## Your goal
Return every line of the data below that includes the string "overflow".

Stored data:
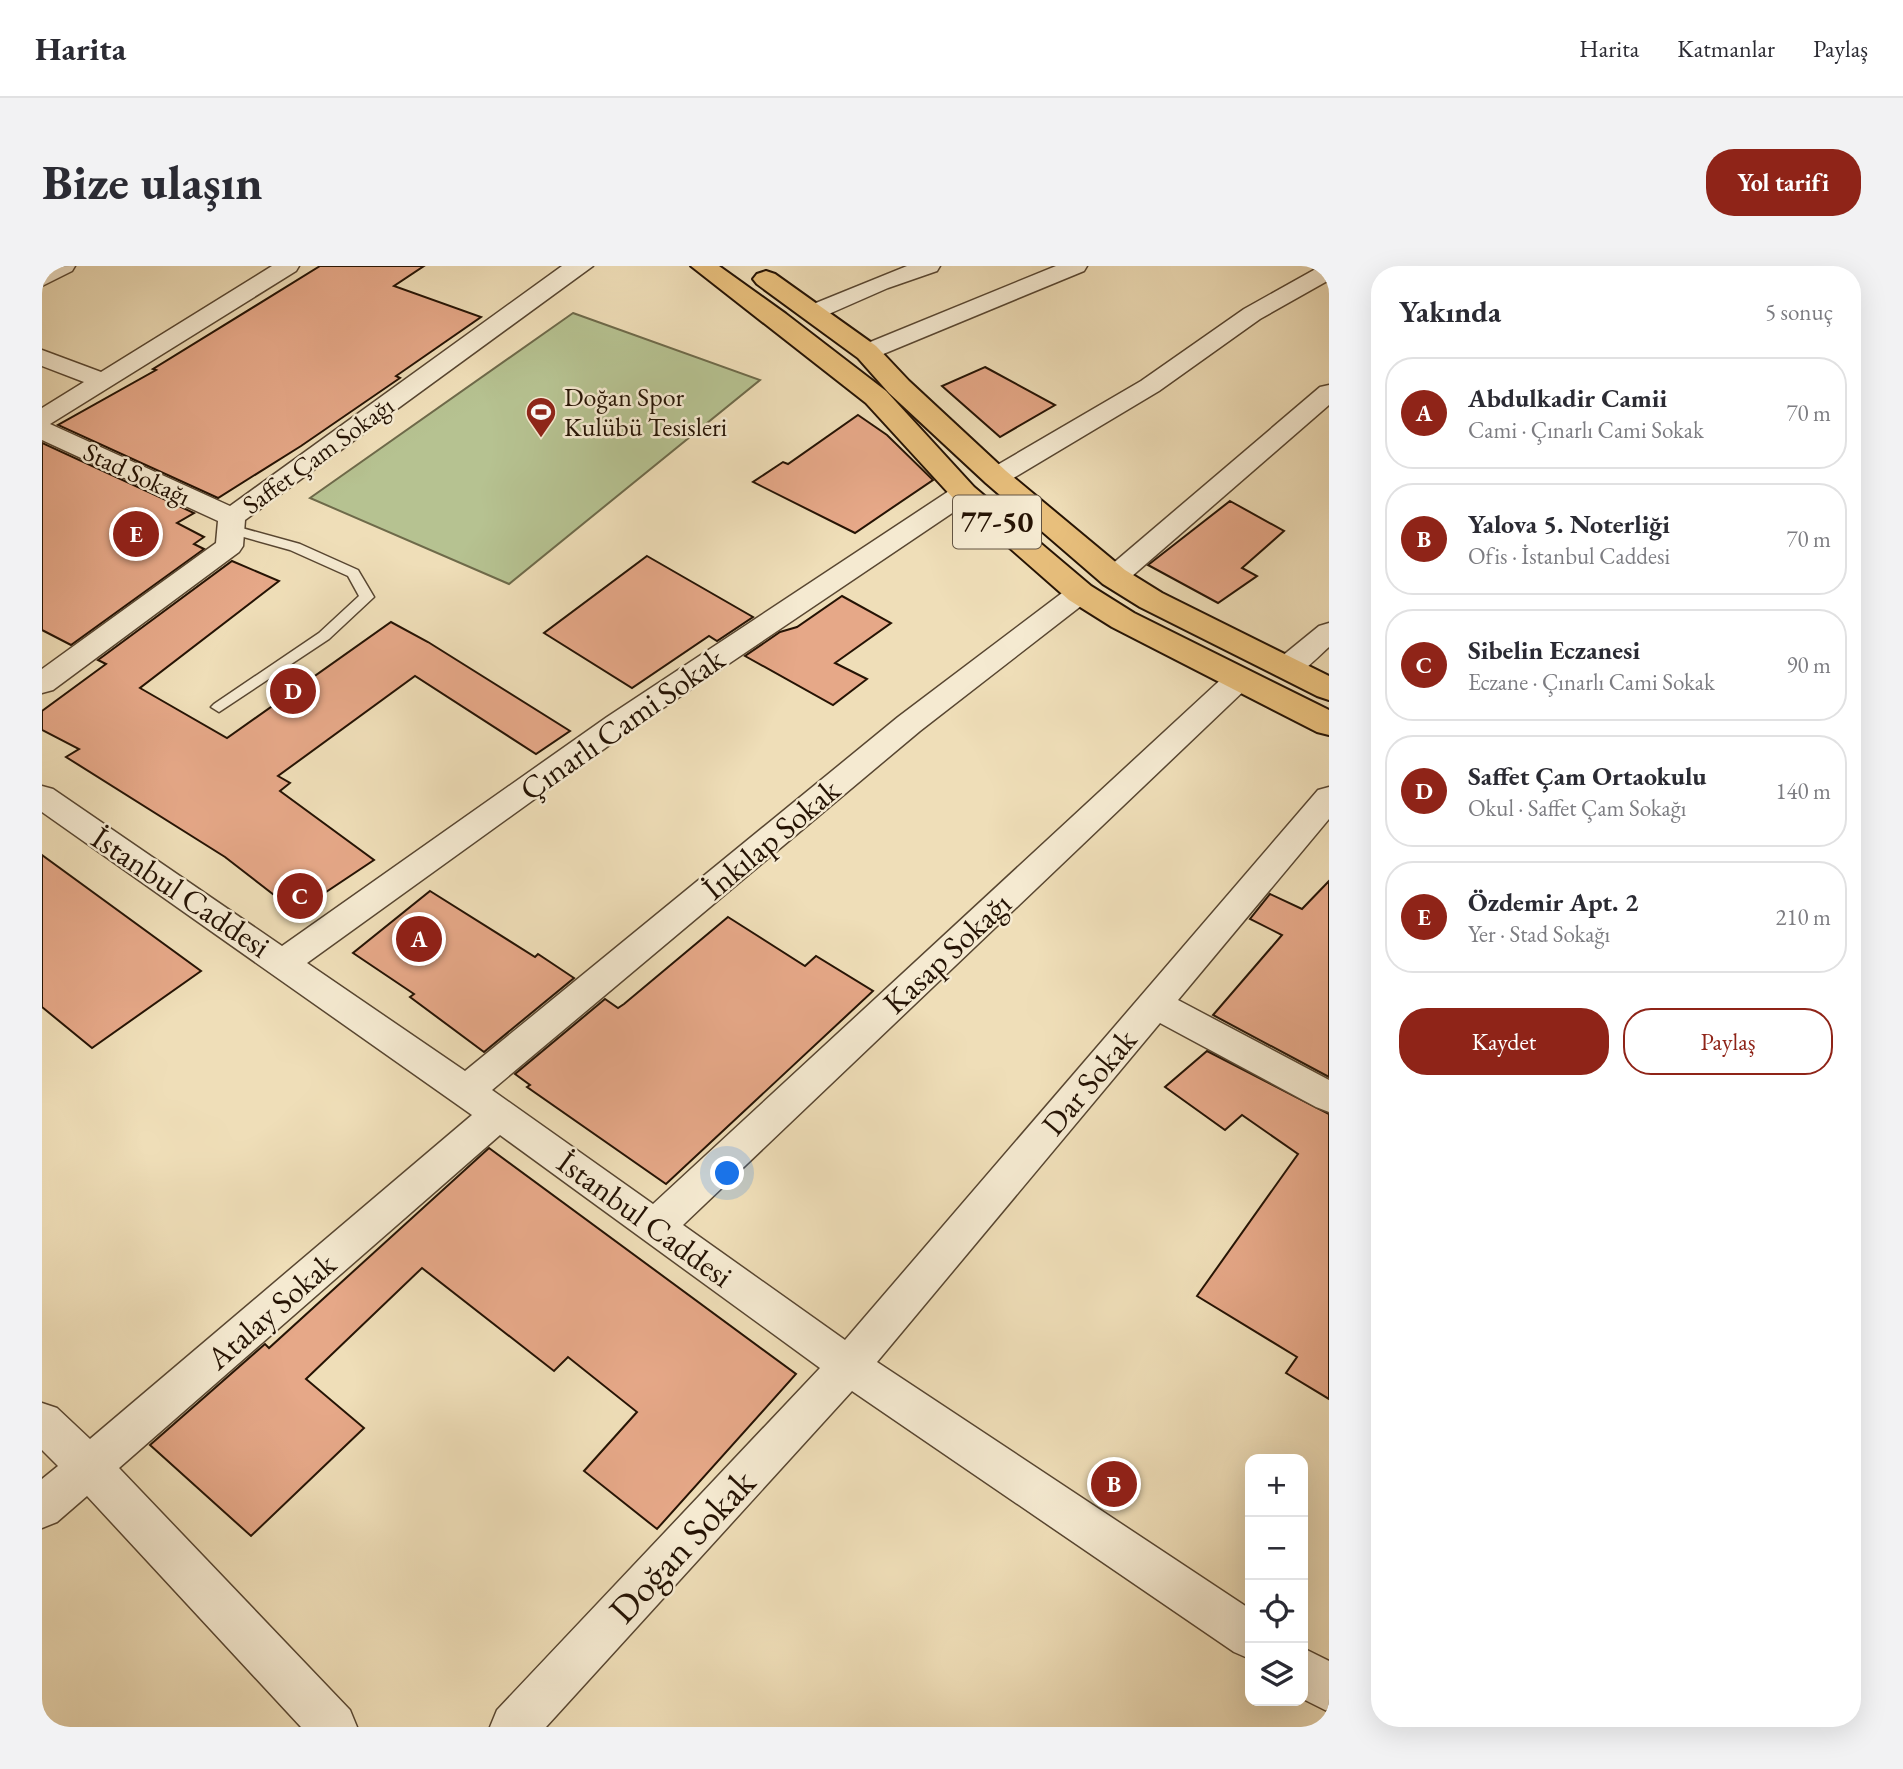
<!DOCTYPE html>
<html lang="tr">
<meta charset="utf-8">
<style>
:root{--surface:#fff;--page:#f2f2f3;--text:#2b2b33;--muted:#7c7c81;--line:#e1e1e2;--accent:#8f2418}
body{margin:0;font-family:"EB Garamond",serif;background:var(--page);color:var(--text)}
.controls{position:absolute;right:21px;bottom:21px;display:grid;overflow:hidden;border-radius:14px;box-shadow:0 7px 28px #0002}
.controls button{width:63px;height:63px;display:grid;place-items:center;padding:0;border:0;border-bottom:2px solid var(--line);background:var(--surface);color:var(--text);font:35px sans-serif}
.you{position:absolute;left:686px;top:908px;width:24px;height:24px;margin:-18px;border:5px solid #fff;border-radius:50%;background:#1a73e8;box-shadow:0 0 0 10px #1a73e833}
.badge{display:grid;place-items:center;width:46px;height:46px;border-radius:50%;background:var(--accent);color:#fff;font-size:23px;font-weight:700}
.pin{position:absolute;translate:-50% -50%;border:4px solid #fff;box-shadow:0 2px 7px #0006}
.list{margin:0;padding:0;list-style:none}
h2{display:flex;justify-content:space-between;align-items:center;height:91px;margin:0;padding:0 28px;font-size:30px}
h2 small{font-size:23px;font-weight:400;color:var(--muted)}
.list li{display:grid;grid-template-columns:46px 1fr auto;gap:21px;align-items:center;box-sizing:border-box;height:112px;margin:0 14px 14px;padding:0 14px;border:2px solid var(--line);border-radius:28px}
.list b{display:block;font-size:26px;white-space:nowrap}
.list p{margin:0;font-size:23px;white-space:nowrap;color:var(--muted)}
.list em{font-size:23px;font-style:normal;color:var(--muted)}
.actions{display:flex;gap:14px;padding:21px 28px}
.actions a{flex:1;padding:16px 0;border:2px solid var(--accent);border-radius:28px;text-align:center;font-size:24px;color:var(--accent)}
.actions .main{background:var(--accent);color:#fff}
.icon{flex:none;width:38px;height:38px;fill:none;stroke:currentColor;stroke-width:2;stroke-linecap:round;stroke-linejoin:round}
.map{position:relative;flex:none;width:1287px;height:1461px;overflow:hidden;border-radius:28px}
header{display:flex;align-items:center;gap:42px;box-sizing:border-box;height:98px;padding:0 35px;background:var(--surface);border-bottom:2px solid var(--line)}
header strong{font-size:33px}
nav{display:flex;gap:38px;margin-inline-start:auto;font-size:24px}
.intro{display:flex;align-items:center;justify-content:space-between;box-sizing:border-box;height:168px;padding:0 42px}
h1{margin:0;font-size:49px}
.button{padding:18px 32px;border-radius:28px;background:var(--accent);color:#fff;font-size:24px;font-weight:700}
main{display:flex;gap:42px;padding:0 42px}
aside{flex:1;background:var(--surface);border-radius:28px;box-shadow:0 7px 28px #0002}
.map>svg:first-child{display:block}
.green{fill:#b6c291;stroke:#6e6a4a;stroke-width:2}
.building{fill:#e6a888;stroke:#251304;stroke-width:2}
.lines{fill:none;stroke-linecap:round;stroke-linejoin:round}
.lane-casing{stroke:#584631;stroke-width:3}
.street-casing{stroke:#584631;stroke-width:3}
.primary-casing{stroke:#251304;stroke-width:4}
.lane{fill:#f5ead1;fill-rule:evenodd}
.street{fill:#f5ead1;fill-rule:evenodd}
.primary{fill:#e8bf7c;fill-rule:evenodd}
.labels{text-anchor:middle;stroke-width:5;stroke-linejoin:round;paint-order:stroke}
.far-poi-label{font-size:26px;fill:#251304;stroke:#f5ead1;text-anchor:start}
.far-street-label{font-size:26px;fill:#251304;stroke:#f5ead1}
.shield{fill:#f5ead1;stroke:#635442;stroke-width:2}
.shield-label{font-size:30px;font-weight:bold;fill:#251304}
.street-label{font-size:32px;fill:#251304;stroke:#f5ead1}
.near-street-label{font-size:38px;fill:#251304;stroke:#f5ead1}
</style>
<header>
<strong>Harita</strong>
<nav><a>Harita</a><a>Katmanlar</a><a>Paylaş</a></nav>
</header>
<div class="intro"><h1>Bize ulaşın</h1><a class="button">Yol tarifi</a></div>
<main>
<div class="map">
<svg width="1287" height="1461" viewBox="0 0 1287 1461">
<rect width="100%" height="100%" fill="#efdeb8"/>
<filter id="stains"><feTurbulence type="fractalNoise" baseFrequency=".00286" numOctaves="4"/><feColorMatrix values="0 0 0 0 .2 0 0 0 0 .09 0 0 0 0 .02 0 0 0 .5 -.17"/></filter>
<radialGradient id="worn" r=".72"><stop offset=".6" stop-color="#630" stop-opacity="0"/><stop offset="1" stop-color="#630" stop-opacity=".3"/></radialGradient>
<polygon class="green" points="531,47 718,114 467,318 268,232"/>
<g class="building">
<polygon points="278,0 382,0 352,20 439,51 354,110 358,112 259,180 176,232 16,159 114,104 111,103"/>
<polygon points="943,101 1013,139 958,171 900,120"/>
<polygon points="816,149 845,169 891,214 813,267 711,216 741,196 746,198"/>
<polygon points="0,177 152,247 135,257 162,271 152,278 162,283 29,379 0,364"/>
<polygon points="1188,235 1242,265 1200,302 1215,310 1176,337 1106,299"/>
<polygon points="605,290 711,351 675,375 667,370 590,422 502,367"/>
<polygon points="190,295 237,315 98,422 185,472 349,356 386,376 528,465 494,488 373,410 236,510 248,517 238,525 332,594 254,646 183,591 24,491 37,483 0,464 0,445 64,398 56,394"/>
<polygon points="800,330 849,357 793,397 825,413 791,439 703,390 738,366 755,361"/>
<polygon points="0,589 159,705 50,782 0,741"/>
<polygon points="1287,615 1287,811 1171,749 1240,669 1208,653 1228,628 1260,643"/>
<polygon points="388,625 493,691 496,688 532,712 442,786 368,731 372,728 311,687"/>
<polygon points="686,651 763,700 774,690 831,725 624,918 485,821 488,819 473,808 563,733 576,742 582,738"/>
<polygon points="1165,785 1287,848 1287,1133 1244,1107 1255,1091 1155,1030 1256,888 1200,849 1183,864 1123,821"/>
<polygon points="447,882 754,1108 615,1263 542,1205 595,1146 526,1091 512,1105 380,1002 264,1113 322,1162 209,1270 108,1179 223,1078 227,1082"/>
</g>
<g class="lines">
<g class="lane-casing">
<polygon id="lane" points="189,259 258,278 316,304 332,331 287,373 177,446 169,441 172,438 277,367 317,330 306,310 248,284 184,266 184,260"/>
</g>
<g class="street-casing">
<g id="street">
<polygon points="6,0 33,0 30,5 0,20 0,3"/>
<polygon points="230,0 257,0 254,5 8,158 188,240 520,0 551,0 203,254 201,280 197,286 11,424 0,427 0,403 174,277 176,255 0,174 0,142 42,116 0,100 0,84 59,106"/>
<polygon points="865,0 898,0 895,5 846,22 780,51 764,51 760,46 764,41"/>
<polygon points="1014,0 1045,0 1042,5 834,91 825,93 816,91 813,86 816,81"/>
<polygon points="1279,0 1287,0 1287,14 1218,53 1117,125 963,217 954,219 945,217 941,211 945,205 1099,115 1202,43"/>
<polygon points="1287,119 1287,139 1082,317 1072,319 1062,317 1058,311 1062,305 1278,121"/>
<polygon points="922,219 931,221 935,227 931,233 587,465 265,697 423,805 856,451 1028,321 1038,318 1048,321 1052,327 1048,333 878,465 450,824 611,938 1187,406 1197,404 1207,406 1212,413 1207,420 641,959 803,1074 1276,524 1287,521 1287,553 1136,734 1287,814 1287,846 1274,841 1118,757 835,1096 1208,1343 1208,1393 1192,1386 810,1125 504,1461 448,1461 455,1444 778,1102 458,869 77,1202 308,1444 315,1461 259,1461 45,1230 15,1256 0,1262 0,1213 16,1200 0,1184 0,1137 15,1142 48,1173 430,849 0,546 0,520 11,523 240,680 565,451 913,221"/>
<path d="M1287,357V381C1271,395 1256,415 1234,409L1229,402L1234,395L1277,360Z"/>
<polygon points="1261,1382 1287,1395 1287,1446 1261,1433"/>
</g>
</g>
<g class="primary-casing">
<g id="primary">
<polygon points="649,0 677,0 744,48 844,125 932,221 1049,320 1092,347 1287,444 1287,469 1275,466 1070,361 1027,334 912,233 824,137"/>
<polygon points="724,5 733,8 834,80 867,115 964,205 1083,304 1120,327 1287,410 1287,434 1275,430 1098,341 1061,318 944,217 847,127 816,92 715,18 711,13 715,8"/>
</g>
</g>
<use href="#lane" class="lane"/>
<use href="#street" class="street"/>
<use href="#primary" class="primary"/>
</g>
<defs>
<g id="stadium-pin" transform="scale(1.575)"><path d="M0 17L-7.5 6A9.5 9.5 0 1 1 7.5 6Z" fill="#8f2418" stroke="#f5ead1"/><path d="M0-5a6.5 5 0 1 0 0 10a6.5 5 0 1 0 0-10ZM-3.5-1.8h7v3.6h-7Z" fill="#fff"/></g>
</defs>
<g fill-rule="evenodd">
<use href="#stadium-pin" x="499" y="146"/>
</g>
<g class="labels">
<g class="far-poi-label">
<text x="522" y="140">Doğan Spor<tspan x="522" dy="30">Kulübü Tesisleri</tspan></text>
</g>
<g class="far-street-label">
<text transform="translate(276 189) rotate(-36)" y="9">Saffet Çam Sokağı</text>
<text transform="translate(95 208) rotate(25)" y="9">Stad Sokağı</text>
</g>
<rect class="shield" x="911" y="229.5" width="88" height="53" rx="5"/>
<g class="shield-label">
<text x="955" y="266">77-50</text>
</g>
<g class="street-label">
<text transform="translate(580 458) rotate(-35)" y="11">Çınarlı Cami Sokak</text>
<text transform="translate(729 573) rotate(-40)" y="11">İnkılap Sokak</text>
<text transform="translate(139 626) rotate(34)" y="11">İstanbul Caddesi</text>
<text transform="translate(905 687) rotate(-43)" y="11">Kasap Sokağı</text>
<text transform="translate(1047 816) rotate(-50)" y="11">Dar Sokak</text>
<text transform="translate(603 953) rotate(36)" y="11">İstanbul Caddesi</text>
<text transform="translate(229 1045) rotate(-41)" y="11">Atalay Sokak</text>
</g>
<g class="near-street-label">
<text transform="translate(640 1280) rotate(-47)" y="13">Doğan Sokak</text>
</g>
</g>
<rect width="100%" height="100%" filter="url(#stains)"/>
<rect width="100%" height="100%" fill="url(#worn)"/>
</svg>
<div class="controls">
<button>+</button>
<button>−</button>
<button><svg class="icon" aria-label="locate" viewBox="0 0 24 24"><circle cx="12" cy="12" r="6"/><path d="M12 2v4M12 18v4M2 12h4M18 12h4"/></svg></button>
<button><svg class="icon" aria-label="layers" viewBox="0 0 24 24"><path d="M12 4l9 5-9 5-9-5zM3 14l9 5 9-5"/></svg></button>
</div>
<div class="you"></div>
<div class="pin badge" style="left:377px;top:673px">A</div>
<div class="pin badge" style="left:1072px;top:1218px">B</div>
<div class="pin badge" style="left:258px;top:630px">C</div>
<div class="pin badge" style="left:251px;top:425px">D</div>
<div class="pin badge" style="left:94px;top:268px">E</div>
</div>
<aside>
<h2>Yakında<small>5 sonuç</small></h2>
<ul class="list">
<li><span class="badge">A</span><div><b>Abdulkadir Camii</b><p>Cami · Çınarlı Cami Sokak</p></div><em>70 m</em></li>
<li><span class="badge">B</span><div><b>Yalova 5. Noterliği</b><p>Ofis · İstanbul Caddesi</p></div><em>70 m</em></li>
<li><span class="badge">C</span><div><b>Sibelin Eczanesi</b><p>Eczane · Çınarlı Cami Sokak</p></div><em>90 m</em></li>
<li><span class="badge">D</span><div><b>Saffet Çam Ortaokulu</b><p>Okul · Saffet Çam Sokağı</p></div><em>140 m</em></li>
<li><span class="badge">E</span><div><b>Özdemir Apt. 2</b><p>Yer · Stad Sokağı</p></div><em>210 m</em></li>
</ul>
<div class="actions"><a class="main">Kaydet</a><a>Paylaş</a></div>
</aside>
</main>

## Answer space
.controls{position:absolute;right:21px;bottom:21px;display:grid;overflow:hidden;border-radius:14px;box-shadow:0 7px 28px #0002}
.map{position:relative;flex:none;width:1287px;height:1461px;overflow:hidden;border-radius:28px}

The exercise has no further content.